Anche lo spettacolo principale, Il martirio del pastore, parla di Oscar Romero, non certo un vescovo «ordinario»...

«Certamente mons. Romero è stato un Vescovo "straordinario", e lo è stato non solo per il suo martirio che ha sigillato con il sangue la sua testimonianza, ma perché nella sua intera vita egli ha dimostrato un singolare amore a Cristo, alla sua Chiesa e ad ogni uomo. In questo sta la sua grandezza e la forza del suo messaggio che, lo ripeto, è rivolto a tutti. È l’amore che spiega la fortezza di uomo che ha perseverato nel fare il bene e nel predicare Cristo e la sua giustizia nonostante le incomprensioni e le minacce di morte.


Ci può anticipare se il testo tratterà della tanto dibattuta "Teologia della Liberazione", a cui spesso è associato il Vescovo Romero?

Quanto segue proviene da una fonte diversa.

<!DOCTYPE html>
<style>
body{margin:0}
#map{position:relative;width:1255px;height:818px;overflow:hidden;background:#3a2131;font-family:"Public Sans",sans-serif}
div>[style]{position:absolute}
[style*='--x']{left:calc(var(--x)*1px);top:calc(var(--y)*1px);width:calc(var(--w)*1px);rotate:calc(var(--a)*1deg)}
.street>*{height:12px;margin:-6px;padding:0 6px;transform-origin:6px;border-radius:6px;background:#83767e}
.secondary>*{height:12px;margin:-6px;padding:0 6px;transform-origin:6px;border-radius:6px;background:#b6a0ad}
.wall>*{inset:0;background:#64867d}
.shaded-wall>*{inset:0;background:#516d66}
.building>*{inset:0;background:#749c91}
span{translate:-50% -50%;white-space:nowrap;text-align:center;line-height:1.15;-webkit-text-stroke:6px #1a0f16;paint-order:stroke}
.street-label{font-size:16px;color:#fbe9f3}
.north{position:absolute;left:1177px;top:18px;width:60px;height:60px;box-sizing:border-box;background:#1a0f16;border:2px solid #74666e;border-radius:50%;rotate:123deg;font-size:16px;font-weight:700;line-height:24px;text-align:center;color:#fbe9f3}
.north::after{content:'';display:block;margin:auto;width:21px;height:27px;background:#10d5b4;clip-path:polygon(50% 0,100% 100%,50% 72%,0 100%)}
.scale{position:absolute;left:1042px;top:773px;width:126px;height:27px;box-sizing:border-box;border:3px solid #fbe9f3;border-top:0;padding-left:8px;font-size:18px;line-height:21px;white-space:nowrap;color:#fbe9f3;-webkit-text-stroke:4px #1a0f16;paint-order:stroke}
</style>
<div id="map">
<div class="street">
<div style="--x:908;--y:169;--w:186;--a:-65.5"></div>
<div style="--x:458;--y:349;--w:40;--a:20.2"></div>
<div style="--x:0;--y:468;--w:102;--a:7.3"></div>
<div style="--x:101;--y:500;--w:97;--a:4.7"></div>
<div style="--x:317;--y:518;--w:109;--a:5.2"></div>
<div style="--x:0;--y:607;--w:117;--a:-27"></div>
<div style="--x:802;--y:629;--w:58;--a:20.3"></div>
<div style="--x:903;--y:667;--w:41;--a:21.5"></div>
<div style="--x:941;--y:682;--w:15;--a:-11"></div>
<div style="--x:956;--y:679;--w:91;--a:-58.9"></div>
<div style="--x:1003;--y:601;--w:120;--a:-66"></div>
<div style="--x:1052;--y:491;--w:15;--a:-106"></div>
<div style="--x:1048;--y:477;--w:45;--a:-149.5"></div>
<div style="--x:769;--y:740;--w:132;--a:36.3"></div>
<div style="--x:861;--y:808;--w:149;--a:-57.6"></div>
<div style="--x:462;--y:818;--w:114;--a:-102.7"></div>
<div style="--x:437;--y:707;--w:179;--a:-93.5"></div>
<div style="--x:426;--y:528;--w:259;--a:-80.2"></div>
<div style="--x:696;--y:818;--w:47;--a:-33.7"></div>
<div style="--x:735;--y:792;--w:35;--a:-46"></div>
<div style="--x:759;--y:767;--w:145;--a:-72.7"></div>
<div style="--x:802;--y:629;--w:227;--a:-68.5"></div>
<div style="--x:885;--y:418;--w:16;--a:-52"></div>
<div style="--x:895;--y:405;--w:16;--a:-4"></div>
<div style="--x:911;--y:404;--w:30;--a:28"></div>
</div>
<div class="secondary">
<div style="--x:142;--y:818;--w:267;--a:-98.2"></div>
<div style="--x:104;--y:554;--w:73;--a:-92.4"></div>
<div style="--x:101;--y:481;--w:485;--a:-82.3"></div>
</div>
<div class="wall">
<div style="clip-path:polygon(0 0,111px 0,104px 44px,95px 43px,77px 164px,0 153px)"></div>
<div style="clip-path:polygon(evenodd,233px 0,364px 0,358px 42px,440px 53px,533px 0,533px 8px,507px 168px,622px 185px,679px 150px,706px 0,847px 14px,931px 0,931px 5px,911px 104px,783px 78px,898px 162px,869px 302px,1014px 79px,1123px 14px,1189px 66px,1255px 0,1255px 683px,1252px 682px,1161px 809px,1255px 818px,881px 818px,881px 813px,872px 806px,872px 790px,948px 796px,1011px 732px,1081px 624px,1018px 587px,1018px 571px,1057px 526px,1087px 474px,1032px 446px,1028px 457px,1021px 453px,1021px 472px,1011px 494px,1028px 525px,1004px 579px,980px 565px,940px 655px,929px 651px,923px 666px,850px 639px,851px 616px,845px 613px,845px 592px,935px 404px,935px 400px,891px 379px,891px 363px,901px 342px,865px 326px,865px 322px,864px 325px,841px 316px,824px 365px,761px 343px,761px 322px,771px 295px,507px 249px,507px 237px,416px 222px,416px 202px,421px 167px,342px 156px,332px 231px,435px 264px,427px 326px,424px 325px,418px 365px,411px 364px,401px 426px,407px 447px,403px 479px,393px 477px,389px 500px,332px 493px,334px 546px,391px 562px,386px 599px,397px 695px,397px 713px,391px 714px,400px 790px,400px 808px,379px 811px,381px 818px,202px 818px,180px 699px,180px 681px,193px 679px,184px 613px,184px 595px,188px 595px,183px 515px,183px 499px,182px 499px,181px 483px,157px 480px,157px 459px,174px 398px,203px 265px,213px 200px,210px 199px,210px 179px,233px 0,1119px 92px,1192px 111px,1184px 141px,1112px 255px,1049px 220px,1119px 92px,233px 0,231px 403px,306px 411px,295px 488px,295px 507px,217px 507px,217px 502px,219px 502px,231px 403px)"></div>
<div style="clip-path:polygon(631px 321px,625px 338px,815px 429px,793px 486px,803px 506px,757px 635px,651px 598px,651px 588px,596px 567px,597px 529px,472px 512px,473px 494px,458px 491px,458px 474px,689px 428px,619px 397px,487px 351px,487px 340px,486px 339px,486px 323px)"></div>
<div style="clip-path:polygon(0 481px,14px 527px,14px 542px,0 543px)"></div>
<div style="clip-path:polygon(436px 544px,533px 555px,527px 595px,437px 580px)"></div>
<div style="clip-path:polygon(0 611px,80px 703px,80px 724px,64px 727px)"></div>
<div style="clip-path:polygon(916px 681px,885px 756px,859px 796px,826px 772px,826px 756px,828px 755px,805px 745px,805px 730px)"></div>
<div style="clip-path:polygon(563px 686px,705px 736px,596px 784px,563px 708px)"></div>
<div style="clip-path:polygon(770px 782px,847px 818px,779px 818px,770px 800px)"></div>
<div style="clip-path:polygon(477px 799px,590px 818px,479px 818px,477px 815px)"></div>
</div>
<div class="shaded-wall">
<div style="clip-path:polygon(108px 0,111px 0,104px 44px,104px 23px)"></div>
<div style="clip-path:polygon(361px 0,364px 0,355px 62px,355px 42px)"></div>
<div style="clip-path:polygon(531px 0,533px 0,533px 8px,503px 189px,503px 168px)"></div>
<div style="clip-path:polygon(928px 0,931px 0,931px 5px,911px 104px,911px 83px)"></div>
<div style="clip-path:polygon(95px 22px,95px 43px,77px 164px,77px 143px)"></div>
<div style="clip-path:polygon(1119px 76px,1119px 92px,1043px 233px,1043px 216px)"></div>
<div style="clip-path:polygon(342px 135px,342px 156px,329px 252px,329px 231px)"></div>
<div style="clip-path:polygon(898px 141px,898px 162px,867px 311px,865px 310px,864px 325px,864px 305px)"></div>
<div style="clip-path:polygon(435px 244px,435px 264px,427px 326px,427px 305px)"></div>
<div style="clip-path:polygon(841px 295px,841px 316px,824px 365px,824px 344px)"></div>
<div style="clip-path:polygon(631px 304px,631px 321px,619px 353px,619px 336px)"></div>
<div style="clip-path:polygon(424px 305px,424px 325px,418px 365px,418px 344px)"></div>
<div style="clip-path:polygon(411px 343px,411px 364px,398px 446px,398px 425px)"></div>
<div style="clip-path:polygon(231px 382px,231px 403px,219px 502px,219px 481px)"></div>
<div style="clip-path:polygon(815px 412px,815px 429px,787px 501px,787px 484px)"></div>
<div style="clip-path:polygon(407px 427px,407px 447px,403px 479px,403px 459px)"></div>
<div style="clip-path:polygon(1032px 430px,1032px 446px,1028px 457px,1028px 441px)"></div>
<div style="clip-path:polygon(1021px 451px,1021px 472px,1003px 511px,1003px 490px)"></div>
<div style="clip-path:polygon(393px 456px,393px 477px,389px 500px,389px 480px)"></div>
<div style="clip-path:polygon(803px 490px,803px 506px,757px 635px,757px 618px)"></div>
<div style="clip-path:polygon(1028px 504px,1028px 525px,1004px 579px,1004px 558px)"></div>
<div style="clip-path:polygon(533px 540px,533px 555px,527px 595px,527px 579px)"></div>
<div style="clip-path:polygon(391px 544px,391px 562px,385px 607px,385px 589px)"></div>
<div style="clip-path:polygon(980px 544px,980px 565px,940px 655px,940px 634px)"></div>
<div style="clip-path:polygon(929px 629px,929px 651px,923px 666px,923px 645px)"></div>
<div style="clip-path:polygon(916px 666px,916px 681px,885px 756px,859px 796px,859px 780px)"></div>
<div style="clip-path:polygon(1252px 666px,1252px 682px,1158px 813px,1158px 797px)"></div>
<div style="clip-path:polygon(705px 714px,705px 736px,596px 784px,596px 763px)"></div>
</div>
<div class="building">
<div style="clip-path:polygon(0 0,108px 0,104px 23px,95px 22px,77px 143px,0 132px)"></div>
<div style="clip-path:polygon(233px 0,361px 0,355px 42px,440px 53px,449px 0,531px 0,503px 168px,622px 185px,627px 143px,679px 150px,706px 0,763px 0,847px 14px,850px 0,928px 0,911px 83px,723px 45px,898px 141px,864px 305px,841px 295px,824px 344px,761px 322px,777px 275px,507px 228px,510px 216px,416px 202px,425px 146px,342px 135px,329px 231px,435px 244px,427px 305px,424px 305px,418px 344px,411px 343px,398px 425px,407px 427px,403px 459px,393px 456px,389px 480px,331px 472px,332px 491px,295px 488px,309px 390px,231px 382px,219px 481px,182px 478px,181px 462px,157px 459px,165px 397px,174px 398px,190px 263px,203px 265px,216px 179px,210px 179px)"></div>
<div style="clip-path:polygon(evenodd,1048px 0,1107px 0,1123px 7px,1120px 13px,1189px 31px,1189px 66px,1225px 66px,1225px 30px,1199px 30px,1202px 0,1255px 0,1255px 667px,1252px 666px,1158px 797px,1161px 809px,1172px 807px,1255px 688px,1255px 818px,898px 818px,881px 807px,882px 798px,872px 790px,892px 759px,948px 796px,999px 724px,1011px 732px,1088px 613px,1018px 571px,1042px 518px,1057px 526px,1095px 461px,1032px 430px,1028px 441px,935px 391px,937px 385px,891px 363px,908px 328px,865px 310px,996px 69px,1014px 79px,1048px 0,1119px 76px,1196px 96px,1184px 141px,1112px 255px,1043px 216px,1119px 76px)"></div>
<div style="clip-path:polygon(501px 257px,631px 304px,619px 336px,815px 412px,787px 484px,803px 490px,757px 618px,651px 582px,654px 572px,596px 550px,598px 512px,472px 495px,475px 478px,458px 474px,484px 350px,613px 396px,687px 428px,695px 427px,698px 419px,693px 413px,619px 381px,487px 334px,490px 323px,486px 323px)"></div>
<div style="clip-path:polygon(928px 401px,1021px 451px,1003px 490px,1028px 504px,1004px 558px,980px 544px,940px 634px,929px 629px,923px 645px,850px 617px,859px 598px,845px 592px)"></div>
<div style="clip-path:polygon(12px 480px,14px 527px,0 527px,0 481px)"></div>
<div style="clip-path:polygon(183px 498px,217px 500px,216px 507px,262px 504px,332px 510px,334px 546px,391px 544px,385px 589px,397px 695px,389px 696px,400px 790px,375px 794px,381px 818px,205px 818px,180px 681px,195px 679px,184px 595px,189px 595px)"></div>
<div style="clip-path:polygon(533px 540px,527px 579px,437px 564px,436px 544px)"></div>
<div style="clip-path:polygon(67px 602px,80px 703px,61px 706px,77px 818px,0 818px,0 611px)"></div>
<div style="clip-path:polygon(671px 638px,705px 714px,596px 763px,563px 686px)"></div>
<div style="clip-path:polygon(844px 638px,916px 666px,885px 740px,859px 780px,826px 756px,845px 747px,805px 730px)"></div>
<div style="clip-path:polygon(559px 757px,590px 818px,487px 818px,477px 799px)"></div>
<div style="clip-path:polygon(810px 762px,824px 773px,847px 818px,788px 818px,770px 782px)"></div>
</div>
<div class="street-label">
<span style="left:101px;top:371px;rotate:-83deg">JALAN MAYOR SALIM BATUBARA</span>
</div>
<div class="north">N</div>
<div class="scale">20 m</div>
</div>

È noto che la figura di Romero è stata in questi anni oggetto di molte critiche e di forti dissensi proprio a causa del suo presunto impegno politico e del suo appoggio alla teologia della liberazione. In realtà, se si leggono i suoi scritti e le molte omelie con mente libera da ogni condizionamento ideologico, ci si accorge che il motivo interiore che ha sempre mosso l’arcivescovo nella sua opera di evangelizzazione è unicamente legato alla fedeltà al Vangelo. Predicare il Vangelo, egli diceva, è anche accusa dell’ingiustizia, e Romero ha condannato il potere repressivo del suo tempo, non per motivi ideologici o politici, ma solo per amore a Cristo e a coloro che erano vittime della violenza e dell’ingiustizia. Se Romero può essere considerato un teologo della liberazione è solo in quanto, la parte migliore di questa, si è fatta carico di interpretare il Vangelo come forza di liberazione totale dell’uomo. Il testo del drammaturgo costaricense Samule Rovinschi, dedicato agli ultimi tre anni di vita del vescovo Romero, è stato non solo tradotto, ma anche adattato ad un pubblico che è per lo più estraneo alle vicende storiche dell’America latina di quei tempi. Rimane dunque un’opera che presenta il dramma interiore di un uomo che per la fedeltà alla missione affidatagli da Cristo, ha denunciato con la voce e con il sangue, l’ingiustizia che è originata dal peccato. Il contenuto del Dramma che verrà rappresentato quest’anno sulla piazza del Duomo lo si può racchiudere in queste parole di Romero: "Io voglio essere uno strumento fedele e docile all’azione dello Spirito Santo in questi tempi; presto la mia voce al Signore per essere la voce di chi non ha voce”».